# [Task requirements]
The stretch wanted below opens at the line containing "M688,308L741,315C734,365 730,381 677,392Z" and closes at the line containing "M473,20L572,33L568,62L469,49Z". Please return it exactly, with no other lines.

# [Source data]
######

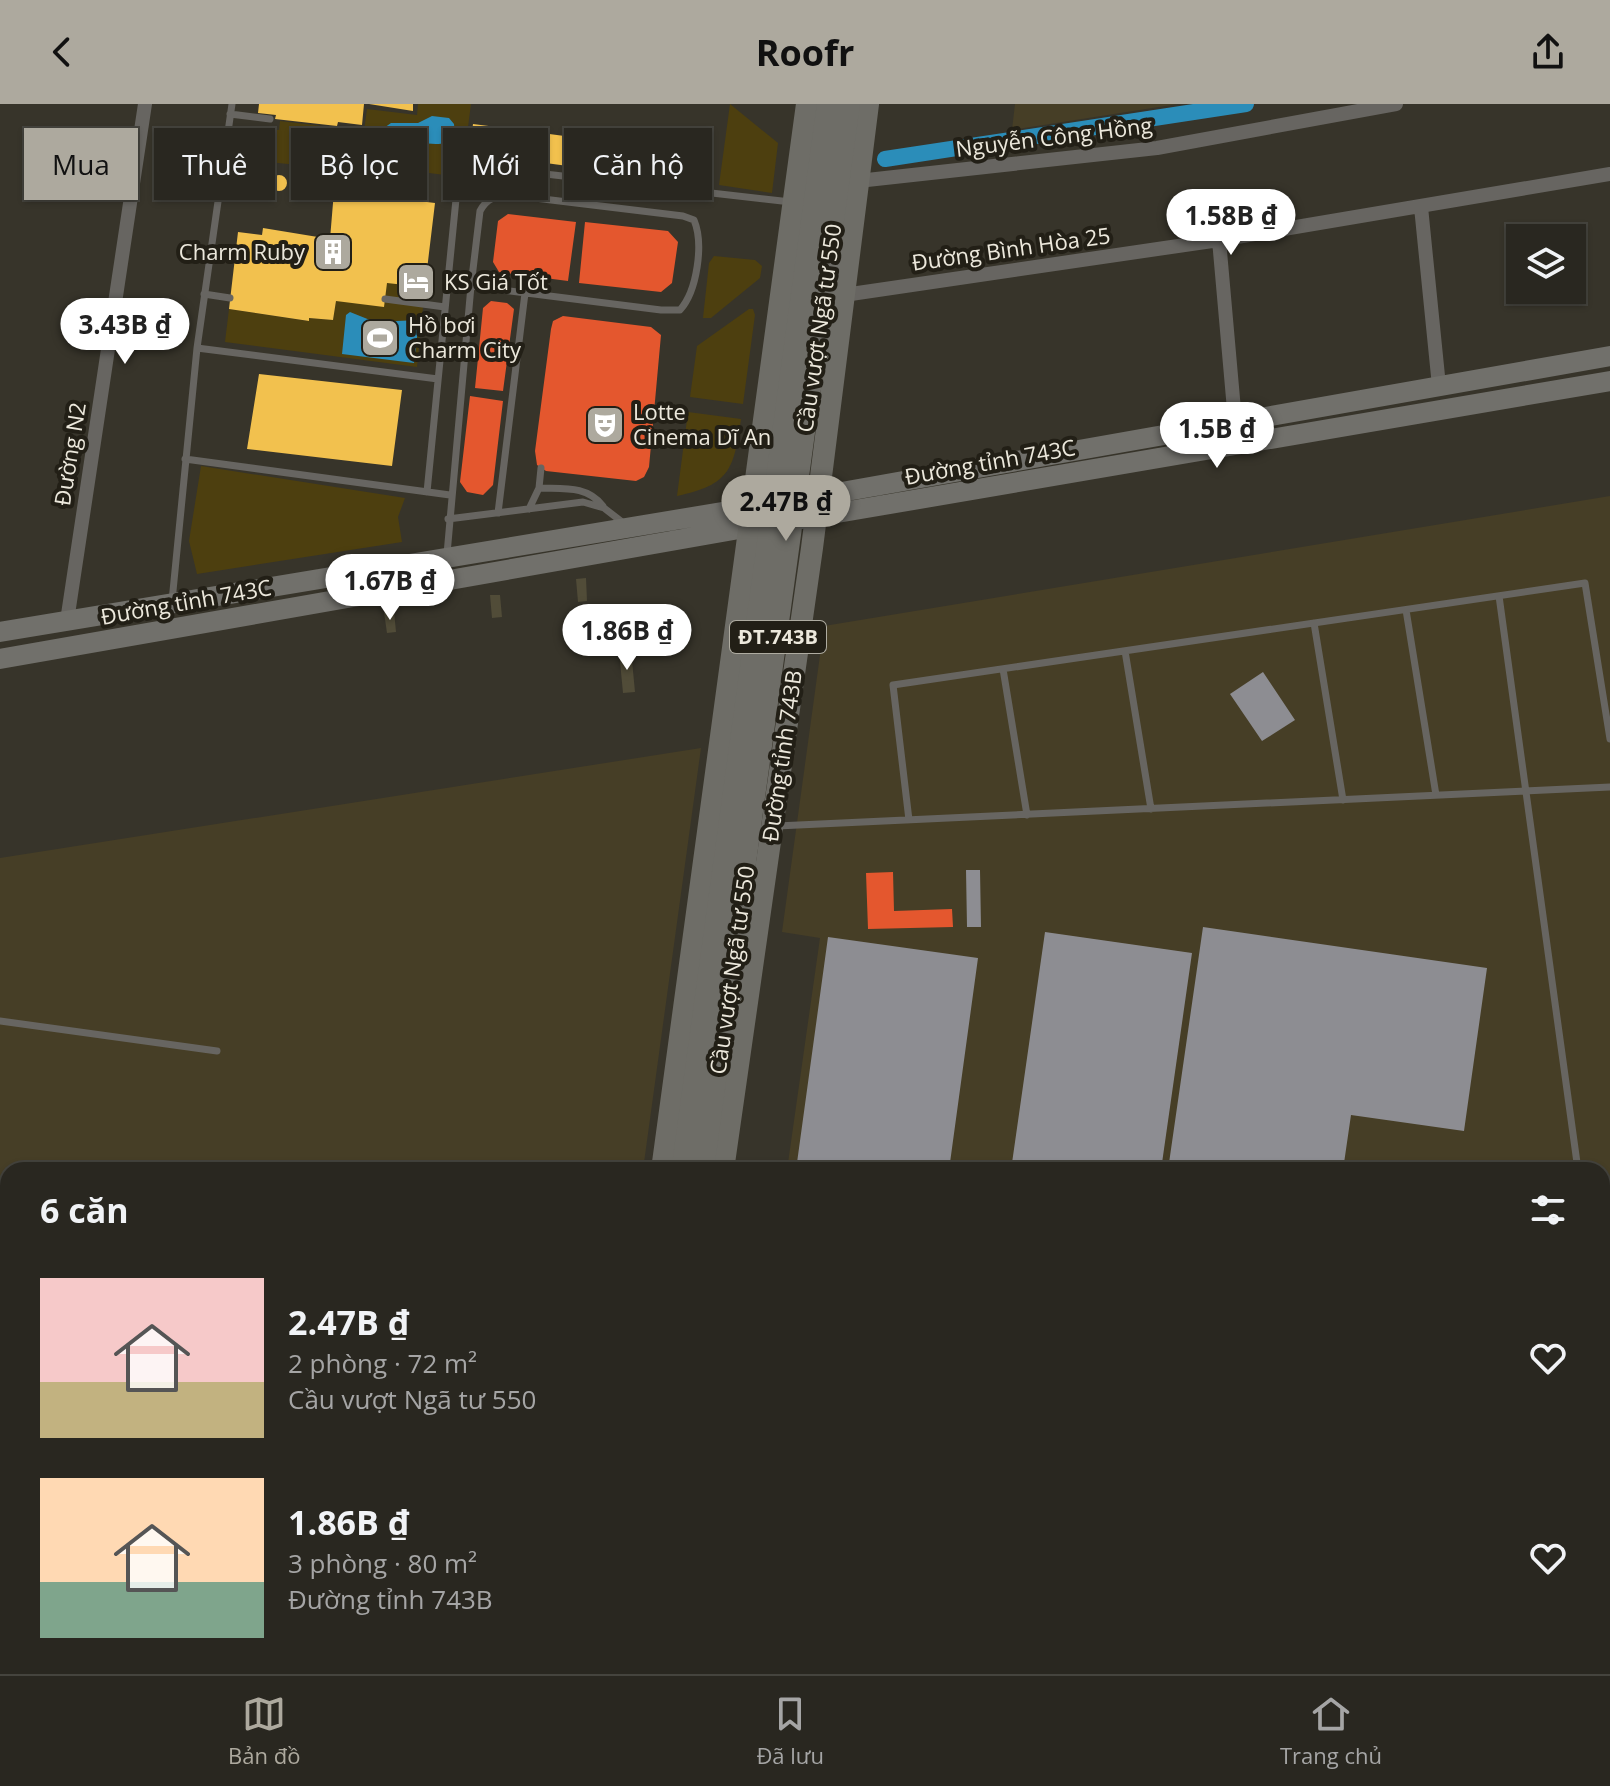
<!DOCTYPE html>
<html lang="vi">
<meta charset="utf-8">
<style>
body{margin:0;font-family:"Open Sans",sans-serif;background:#35332d;color:#f1f3f6;height:100vh;display:flex;flex-direction:column;font-size:30px;white-space:nowrap}
*{box-sizing:border-box;margin:0}
p{font-size:26px;color:#a5a5a5}
.icon{flex:none;width:44px;height:44px;fill:none;stroke:currentColor;stroke-width:2;stroke-linecap:round;stroke-linejoin:round}
.map{position:relative;flex:1;overflow:hidden}
.panel{position:absolute;left:0px;top:1058px;width:1610px;height:512px;display:flex;flex-direction:column;background:#292720;border-radius:24px 24px 0 0;box-shadow:0 2px 6px #0004,0 0 0 2px #45443e}
.panel>*{flex:none}
.hud{position:absolute;left:24px;top:24px;width:800px;height:72px;display:flex;gap:16px}
.controls{position:absolute;left:1506px;top:120px;display:grid;gap:16px}
.controls a{display:grid;place-items:center;width:80px;height:80px;border-radius:0px;background:#292720;box-shadow:0 2px 6px #0004,0 0 0 2px #45443e;font-size:40px}
.price{position:absolute;translate:-50% -68px;padding:0 18px;border-radius:28px;background:#fff;color:#222;font-size:26px;line-height:52px;filter:drop-shadow(0 2px 4px #0008)}
.price::after{content:'';position:absolute;left:50%;top:48px;width:24px;height:18px;margin-left:-12px;background:inherit;clip-path:polygon(0 0,100% 0,50% 100%)}
.price.selected{background:#ada99e;color:#111}
ul{padding:0;list-style:none}
li{display:flex;align-items:center;gap:24px;height:200px;padding:0 40px}
li span{display:grid;place-items:center;flex:none;width:224px;height:160px;border-radius:0px;color:#555}
li>.icon{margin-inline-start:auto}
span .icon{width:96px;height:96px;fill:#fffc;stroke-width:1}
li b{font-size:34px}
h2{display:flex;justify-content:space-between;align-items:center;height:96px;padding:0 40px;font-size:34px}
.pill{padding:0 28px;border-radius:0px;background:#292720;box-shadow:0 2px 6px #0004,0 0 0 2px #45443e;font-size:28px;line-height:72px}
.pill.selected{background:#ada99e;color:#111}
header{display:flex;justify-content:space-between;align-items:center;height:104px;padding:0 40px;background:#ada99e;color:#111;font-size:36px;font-weight:700}
.tabs{display:flex;justify-content:space-around;align-items:center;height:112px;border-top:2px solid #45443e;background:#292720;font-size:22px;color:#a5a5a5}
.tabs a{display:grid;justify-items:center;gap:4px}
.tabs .selected{color:#ada99e}
.map>svg:first-child{display:block}
.built{fill:#463e26}
.green{fill:#4d3f0f}
.water{fill:#2b8db9}
.homes{fill:#f2c14e}
.shops{fill:#e4572e}
.industry{fill:#8d8d92}
.lines{fill:none;stroke-linecap:round;stroke-linejoin:round}
.canal{stroke:#2b8db9;stroke-width:16}
.building{fill:#514c38}
.lane{stroke:#676561;stroke-width:7}
.street{stroke:#676561;stroke-width:14}
.secondary{stroke:#71706b;stroke-width:20}
.primary{stroke:#6e6d67;stroke-width:22}
.primary-bridge{stroke:#6e6d67;stroke-width:22}
.labels{text-anchor:middle;stroke-width:8;stroke-linejoin:round;paint-order:stroke}
.shield{fill:#221f16;stroke:#afaca1;stroke-width:2}
.shield-label{font-size:20px;font-weight:bold;fill:#ece8dc}
.street-label{font-size:22px;fill:#ece8dc;stroke:#221f16}
.poi-label{font-size:22px;fill:#ece8dc;stroke:#221f16;text-anchor:start}
</style>
<header><svg class="icon" aria-label="back" viewBox="0 0 24 24"><path d="M15 5l-7 7 7 7"/></svg>Roofr<svg class="icon" aria-label="share" viewBox="0 0 24 24"><path d="M12 15V3M7 8l5-5 5 5M5 13v7h14v-7"/></svg></header>
<div class="map">
<svg width="1610" height="1570" viewBox="0 0 1610 1570">
<rect width="100%" height="100%" fill="#37342a"/>
<path class="built" d="M1015,0H1178L1012,26Z
M1610,392V1357H1602V1066H787L820,834L782,828L824,522Z
M701,644L643,1066H8V1562H575L574,1570H0V754Z"/>
<path class="green" d="M418,0H471L465,46L458,50L445,71L381,63L379,77L323,71L317,63L239,55C242,28 253,23 279,26L280,17L364,27L367,5L417,11Z
M730,0L778,39L772,89L719,81Z
M714,152L755,156L762,162L760,174L711,214H703L709,159Z
M406,171L426,174L417,263L225,238L229,205L308,217L309,214L333,216L336,197Z
M749,205H753L755,211L743,300L690,293L697,242Z
M688,308L741,315C734,365 730,381 677,392Z
M201,362L405,394L398,413L402,438L197,470L189,437Z"/>
<path class="water" d="M432,12L449,14L454,20L455,32C443,44 433,39 418,39L394,56C385,55 376,50 367,51C350,51 342,73 327,51L329,39L337,32L371,33L391,19H418Z
M350,208L375,218L419,216L414,259L342,250L346,211Z"/>
<path class="homes" d="M259,0H364L362,21L338,18L337,22L275,15L276,11L258,9Z
M369,0H413V7Z
M473,20L572,33L568,62L469,49Z
M271 79a8 8 0 1 1 16 0a8 8 0 1 1-16 0Z
M348,78L420,87L419,97L435,99L426,174L406,171L405,181L387,179L384,203L336,197L333,216L309,214V217L229,205L238,128L262,131L263,124L330,135L334,87L347,88Z
M259,270L402,286L392,362L247,345Z"/>
<path class="shops" d="M508,110L576,118L568,177L499,168L493,158L498,117Z
M585,118L668,127L678,138L672,179L661,188L579,179Z
M491,197L507,199L514,205L503,287L475,284L483,204Z
M563,212L651,223L661,231L649,363L644,373L636,377L546,367L537,361L535,347L551,225L553,217Z
M470,292L503,297L493,381L483,391L467,388L460,378Z
M893,768L894,807L952,805L953,823L868,825L866,769Z
M702,1562H759V1570H701Z"/>
<path class="industry" d="M1263,568L1295,616L1262,637L1230,590Z
M966,766H980L981,823H967Z
M1203,823L1487,864L1464,1027L1351,1011L1343,1066H1168Z
M1045,828L1192,849L1161,1066H1011Z
M828,833L978,854L949,1066H796Z
M1602,1137H1610V1305H1602Z"/>
<g class="lines">
<path class="canal" d="M885,55L1246,0"/>
</g>
<path class="building" d="M586,474L587,497L578,498L576,475Z
M490,491H500L502,513L492,514Z
M394,507L396,528L387,529L384,508Z
M631,546L635,588L623,589L619,547Z
M1602,1518H1610V1541H1602Z
M836,1562H881L880,1570H836Z
M910,1562H924V1570H909Z
M950,1562H1012L1011,1570H953L949,1569Z
M1503,1565L1540,1566L1539,1570H1503Z"/>
<g class="lines">
<path class="lane" d="M230,10L270,15
M510,91L683,112L694,116C704,140 697,187 680,206H661L471,182L480,107C487,94 495,92 510,91Z
M204,190L230,194
M385,195L445,203
M197,244L232,0
M185,355L450,391
M539,384L541,364
M427,388L458,75L464,66L476,62L791,98
M529,405L539,384C563,385 587,381 603,402
M498,409L525,189
M448,415L583,398L604,404L626,421
M447,450L471,182
M1499,492L1578,1066
M172,497L197,244L438,275
M1406,506L1436,691
M1314,519L1343,696
M1125,547L1151,705
M1003,565L1027,711
M909,716L893,581L1585,479L1610,635
M777,722L1610,683
M0,917L217,947
M1602,1118L1610,1117
M0,1144L8,1146
M1602,1347H1610
M4,1450L8,1424
M1602,1499H1610
M797,1570V1562
M933,1570V1562
M1026,1570L1027,1562
M1137,1570L1138,1562
M1261,1570L1262,1562"/>
<path class="street" d="M858,77L1157,44L1396,0
M1421,103L1439,282
M1219,136L1235,317
M844,191L1219,136L1610,70
M67,517L145,0
M0,1194L8,1195"/>
<path class="secondary" d="M802,415L1610,277
M0,528L819,392L1610,252
M0,555L762,421"/>
<path class="primary" d="M662,1066L807,0
M723,1066L812,444L868,0
M602,1570L603,1562
M643,1570L644,1562"/>
<path class="primary-bridge" d="M683,1061L828,0
M703,1065L849,0"/>
</g>
<defs>
<symbol id="building-square" viewBox="-11 -11 22 22"><rect x="-9" y="-9" width="18" height="18" rx="4" fill="#ada99e" stroke="#221f16"/><path d="M-4-6H4V6H1V3H-1V6H-4ZM-2.5-4.3h1.7v1.8h-1.7ZM.8-4.3h1.7v1.8H.8ZM-2.5-1h1.7V.8h-1.7ZM.8-1h1.7V.8H.8Z" fill="#fff"/></symbol>
<symbol id="hotel-square" viewBox="-11 -11 22 22"><rect x="-9" y="-9" width="18" height="18" rx="4" fill="#ada99e" stroke="#221f16"/><path d="M-6-4.5h1.5V1H6V5H4.5V3h-9V5H-6ZM-4 0a1.8 1.8 0 1 1 3.6 0ZM.5 0V-2.5h3Q6-2.5 6 0Z" fill="#fff"/></symbol>
<symbol id="stadium-square" viewBox="-11 -11 22 22"><rect x="-9" y="-9" width="18" height="18" rx="4" fill="#ada99e" stroke="#221f16"/><path d="M0-5a6.5 5 0 1 0 0 10a6.5 5 0 1 0 0-10ZM-3.5-1.8h7v3.6h-7Z" fill="#fff"/></symbol>
<symbol id="theatre-square" viewBox="-11 -11 22 22"><rect x="-9" y="-9" width="18" height="18" rx="4" fill="#ada99e" stroke="#221f16"/><path d="M-5-5.5Q0-4 5-5.5V0Q5 5 0 6Q-5 5-5 0ZM-3.3-2.5H-1v1.5H-3.3ZM1-2.5H3.3v1.5H1ZM-2.8 1Q0 5.5 2.8 1Z" fill="#fff"/></symbol>
</defs>
<g fill-rule="evenodd">
<use href="#building-square" x="311" y="126" width="44" height="44"/>
<use href="#hotel-square" x="394" y="156" width="44" height="44"/>
<use href="#stadium-square" x="358" y="212" width="44" height="44"/>
<use href="#theatre-square" x="583" y="299" width="44" height="44"/>
</g>
<g class="labels">
<rect class="shield" x="730" y="517" width="96" height="32" rx="6"/>
<g class="shield-label">
<text x="778" y="540">ĐT.743B</text>
</g>
<g class="street-label">
<text transform="translate(1054 33) rotate(-7)" y="8">Nguyễn Công Hồng</text>
<text transform="translate(1011 145) rotate(-8)" y="8">Đường Bình Hòa 25</text>
<text transform="translate(819 224) rotate(-82)" y="8">Cầu vượt Ngã tư 550</text>
<text transform="translate(70 350) rotate(-81)" y="8">Đường N2</text>
<text transform="translate(990 358) rotate(-10)" y="8">Đường tỉnh 743C</text>
<text transform="translate(186 498) rotate(-10)" y="8">Đường tỉnh 743C</text>
<text transform="translate(782 652) rotate(-82)" y="8">Đường tỉnh 743B</text>
<text transform="translate(732 866) rotate(-82)" y="8">Cầu vượt Ngã tư 550</text>
</g>
<g class="poi-label">
<text x="305" y="156" text-anchor="end">Charm Ruby</text>
<text x="444" y="186">KS Giá Tốt</text>
<text x="408" y="229">Hồ bơi<tspan x="408" dy="25">Charm City</tspan></text>
<text x="633" y="316">Lotte<tspan x="633" dy="25">Cinema Dĩ An</tspan></text>
</g>
</g>
</svg>
<div class="controls">
<a><svg class="icon" aria-label="layers" viewBox="0 0 24 24"><path d="M12 4l9 5-9 5-9-5zM3 14l9 5 9-5"/></svg></a>
</div>
<b class="price" style="left:1231px;top:153px">1.58B ₫</b>
<b class="price" style="left:125px;top:262px">3.43B ₫</b>
<b class="price" style="left:1217px;top:366px">1.5B ₫</b>
<b class="price selected" style="left:786px;top:439px">2.47B ₫</b>
<b class="price" style="left:390px;top:518px">1.67B ₫</b>
<b class="price" style="left:627px;top:568px">1.86B ₫</b>
<div class="hud">
<a class="pill selected">Mua</a>
<a class="pill">Thuê</a>
<a class="pill">Bộ lọc</a>
<a class="pill">Mới</a>
<a class="pill">Căn hộ</a>
</div>
<section class="panel">
<h2>6 căn<svg class="icon" aria-label="filters" viewBox="0 0 24 24"><path d="M4 7h16M4 17h16"/><circle cx="9" cy="7" r="2"/><circle cx="15" cy="17" r="2"/></svg></h2>
<ul>
<li><span style="background:linear-gradient(#f6c9c9 65%,#c2b280 0)"><svg class="icon" aria-label="home" viewBox="0 0 24 24"><path d="M3 11l9-7 9 7M6 9v11h12V9"/></svg></span><div><b>2.47B ₫</b><p>2 phòng · 72 m²</p><p>Cầu vượt Ngã tư 550</p></div><svg class="icon" aria-label="heart" viewBox="0 0 24 24"><path d="M12 20l-8-8c-3-5 5-10 8-4 3-6 11-1 8 4z"/></svg></li>
<li><span style="background:linear-gradient(#ffd9b3 65%,#7fa58c 0)"><svg class="icon" aria-label="home" viewBox="0 0 24 24"><path d="M3 11l9-7 9 7M6 9v11h12V9"/></svg></span><div><b>1.86B ₫</b><p>3 phòng · 80 m²</p><p>Đường tỉnh 743B</p></div><svg class="icon" aria-label="heart" viewBox="0 0 24 24"><path d="M12 20l-8-8c-3-5 5-10 8-4 3-6 11-1 8 4z"/></svg></li>
</ul>
</section>
</div>
<nav class="tabs">
<a class="selected"><svg class="icon" aria-label="map" viewBox="0 0 24 24"><path d="M3 6l6-2 6 2 6-2v14l-6 2-6-2-6 2zM9 4v14M15 6v14"/></svg>Bản đồ</a>
<a><svg class="icon" aria-label="saved" viewBox="0 0 24 24"><path d="M7 4h10v16l-5-4-5 4z"/></svg>Đã lưu</a>
<a><svg class="icon" aria-label="home" viewBox="0 0 24 24"><path d="M3 11l9-7 9 7M6 9v11h12V9"/></svg>Trang chủ</a>
</nav>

######

# [Solved problem]
M688,308L741,315C734,365 730,381 677,392Z
M201,362L405,394L398,413L402,438L197,470L189,437Z"/>
<path class="water" d="M432,12L449,14L454,20L455,32C443,44 433,39 418,39L394,56C385,55 376,50 367,51C350,51 342,73 327,51L329,39L337,32L371,33L391,19H418Z
M350,208L375,218L419,216L414,259L342,250L346,211Z"/>
<path class="homes" d="M259,0H364L362,21L338,18L337,22L275,15L276,11L258,9Z
M369,0H413V7Z
M473,20L572,33L568,62L469,49Z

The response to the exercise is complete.